## WHAT THIS TASK INVOLVES
The full set of entries, reproduced exactly, is the expected answer.

Saved entries:
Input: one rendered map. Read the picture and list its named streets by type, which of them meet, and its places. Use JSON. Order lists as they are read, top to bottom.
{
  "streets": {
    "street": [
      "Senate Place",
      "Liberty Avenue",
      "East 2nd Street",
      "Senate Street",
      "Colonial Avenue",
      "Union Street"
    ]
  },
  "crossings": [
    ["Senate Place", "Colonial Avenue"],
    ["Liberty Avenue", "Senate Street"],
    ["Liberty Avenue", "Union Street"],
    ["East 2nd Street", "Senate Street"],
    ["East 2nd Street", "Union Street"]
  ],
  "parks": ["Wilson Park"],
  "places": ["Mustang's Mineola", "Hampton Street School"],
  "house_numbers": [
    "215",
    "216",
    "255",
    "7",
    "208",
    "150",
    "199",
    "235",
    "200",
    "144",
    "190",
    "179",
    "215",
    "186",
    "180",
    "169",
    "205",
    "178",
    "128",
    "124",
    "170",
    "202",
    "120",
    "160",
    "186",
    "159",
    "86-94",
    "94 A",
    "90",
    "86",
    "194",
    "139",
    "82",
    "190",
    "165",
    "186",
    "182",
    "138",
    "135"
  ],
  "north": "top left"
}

## REPLY
Input: one rendered map. Read the picture and list its named streets by type, which of them meet, and its places. Use JSON. Order lists as they are read, top to bottom.
{
  "streets": {
    "street": [
      "Senate Place",
      "Liberty Avenue",
      "East 2nd Street",
      "Senate Street",
      "Colonial Avenue",
      "Union Street"
    ]
  },
  "crossings": [
    ["Senate Place", "Colonial Avenue"],
    ["Liberty Avenue", "Senate Street"],
    ["Liberty Avenue", "Union Street"],
    ["East 2nd Street", "Senate Street"],
    ["East 2nd Street", "Union Street"]
  ],
  "parks": ["Wilson Park"],
  "places": ["Mustang's Mineola", "Hampton Street School"],
  "house_numbers": [
    "215",
    "216",
    "255",
    "7",
    "208",
    "150",
    "199",
    "235",
    "200",
    "144",
    "190",
    "179",
    "215",
    "186",
    "180",
    "169",
    "205",
    "178",
    "128",
    "124",
    "170",
    "202",
    "120",
    "160",
    "186",
    "159",
    "86-94",
    "94 A",
    "90",
    "86",
    "194",
    "139",
    "82",
    "190",
    "165",
    "186",
    "182",
    "138",
    "135"
  ],
  "north": "top left"
}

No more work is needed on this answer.